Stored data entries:
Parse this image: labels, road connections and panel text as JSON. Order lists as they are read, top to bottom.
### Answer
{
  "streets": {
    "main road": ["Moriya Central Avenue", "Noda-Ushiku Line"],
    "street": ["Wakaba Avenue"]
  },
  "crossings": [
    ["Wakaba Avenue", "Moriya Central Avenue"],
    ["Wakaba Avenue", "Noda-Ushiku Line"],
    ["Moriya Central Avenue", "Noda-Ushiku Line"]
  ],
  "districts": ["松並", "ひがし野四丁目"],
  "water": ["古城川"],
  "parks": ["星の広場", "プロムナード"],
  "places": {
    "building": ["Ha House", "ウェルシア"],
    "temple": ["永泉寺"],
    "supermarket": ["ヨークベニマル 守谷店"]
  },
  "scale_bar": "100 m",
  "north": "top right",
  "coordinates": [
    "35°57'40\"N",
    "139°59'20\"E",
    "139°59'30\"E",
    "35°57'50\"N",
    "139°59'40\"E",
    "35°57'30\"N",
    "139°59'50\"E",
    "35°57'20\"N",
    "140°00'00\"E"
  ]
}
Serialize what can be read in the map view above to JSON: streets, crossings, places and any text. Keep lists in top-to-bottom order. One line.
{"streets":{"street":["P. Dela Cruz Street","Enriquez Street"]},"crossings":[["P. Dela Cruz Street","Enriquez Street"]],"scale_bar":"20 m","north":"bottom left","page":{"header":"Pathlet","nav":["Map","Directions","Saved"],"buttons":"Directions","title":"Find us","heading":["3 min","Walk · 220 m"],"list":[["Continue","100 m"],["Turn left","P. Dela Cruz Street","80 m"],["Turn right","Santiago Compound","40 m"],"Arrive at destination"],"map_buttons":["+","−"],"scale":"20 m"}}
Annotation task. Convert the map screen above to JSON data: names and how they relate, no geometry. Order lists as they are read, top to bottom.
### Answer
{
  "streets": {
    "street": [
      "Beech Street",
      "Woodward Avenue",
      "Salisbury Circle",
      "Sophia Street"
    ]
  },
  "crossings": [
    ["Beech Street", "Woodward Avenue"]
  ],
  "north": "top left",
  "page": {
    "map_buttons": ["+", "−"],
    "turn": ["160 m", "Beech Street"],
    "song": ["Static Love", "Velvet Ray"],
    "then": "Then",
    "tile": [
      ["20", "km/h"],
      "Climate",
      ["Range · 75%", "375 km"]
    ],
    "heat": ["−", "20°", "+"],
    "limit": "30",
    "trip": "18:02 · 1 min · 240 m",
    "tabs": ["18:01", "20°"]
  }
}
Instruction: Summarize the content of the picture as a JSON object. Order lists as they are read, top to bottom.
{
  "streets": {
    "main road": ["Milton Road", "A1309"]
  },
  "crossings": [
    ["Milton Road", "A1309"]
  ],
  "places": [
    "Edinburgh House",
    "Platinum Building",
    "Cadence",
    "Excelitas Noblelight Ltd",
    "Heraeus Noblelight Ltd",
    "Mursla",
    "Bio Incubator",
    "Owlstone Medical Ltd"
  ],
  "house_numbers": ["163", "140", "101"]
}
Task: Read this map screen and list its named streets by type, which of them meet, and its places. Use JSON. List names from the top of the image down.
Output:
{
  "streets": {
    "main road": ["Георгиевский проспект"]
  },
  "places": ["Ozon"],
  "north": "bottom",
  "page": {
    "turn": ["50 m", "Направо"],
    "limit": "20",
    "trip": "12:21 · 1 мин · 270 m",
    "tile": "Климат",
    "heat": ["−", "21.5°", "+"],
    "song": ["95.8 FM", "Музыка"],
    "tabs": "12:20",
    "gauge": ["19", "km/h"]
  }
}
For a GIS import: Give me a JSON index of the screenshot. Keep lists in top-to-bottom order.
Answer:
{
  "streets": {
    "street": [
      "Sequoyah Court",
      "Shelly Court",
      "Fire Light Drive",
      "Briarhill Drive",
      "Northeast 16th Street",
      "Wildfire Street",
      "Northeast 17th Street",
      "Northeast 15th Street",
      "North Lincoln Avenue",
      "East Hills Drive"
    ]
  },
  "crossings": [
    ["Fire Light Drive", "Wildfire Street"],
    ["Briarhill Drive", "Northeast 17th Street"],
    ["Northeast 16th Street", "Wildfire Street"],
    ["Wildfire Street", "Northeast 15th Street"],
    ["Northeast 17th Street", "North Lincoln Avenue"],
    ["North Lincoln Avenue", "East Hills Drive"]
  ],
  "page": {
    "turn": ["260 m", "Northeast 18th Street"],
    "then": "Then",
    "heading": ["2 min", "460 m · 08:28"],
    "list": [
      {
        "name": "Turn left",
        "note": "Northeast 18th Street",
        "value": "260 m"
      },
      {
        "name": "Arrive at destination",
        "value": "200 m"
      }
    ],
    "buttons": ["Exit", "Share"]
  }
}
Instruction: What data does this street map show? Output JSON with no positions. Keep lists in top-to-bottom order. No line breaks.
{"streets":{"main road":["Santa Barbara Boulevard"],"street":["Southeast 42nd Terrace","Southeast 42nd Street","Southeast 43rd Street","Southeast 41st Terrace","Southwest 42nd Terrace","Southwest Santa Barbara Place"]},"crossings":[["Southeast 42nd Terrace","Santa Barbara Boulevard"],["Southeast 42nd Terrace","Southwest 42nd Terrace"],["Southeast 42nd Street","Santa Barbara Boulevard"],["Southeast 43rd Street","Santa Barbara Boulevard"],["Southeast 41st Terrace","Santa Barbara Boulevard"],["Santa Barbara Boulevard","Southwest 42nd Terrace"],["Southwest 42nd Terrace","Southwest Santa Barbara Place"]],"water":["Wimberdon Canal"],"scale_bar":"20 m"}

Exercise objective: Go over the entries above and tally the lines holding "names"; please answer with the number alone.

Response area: 2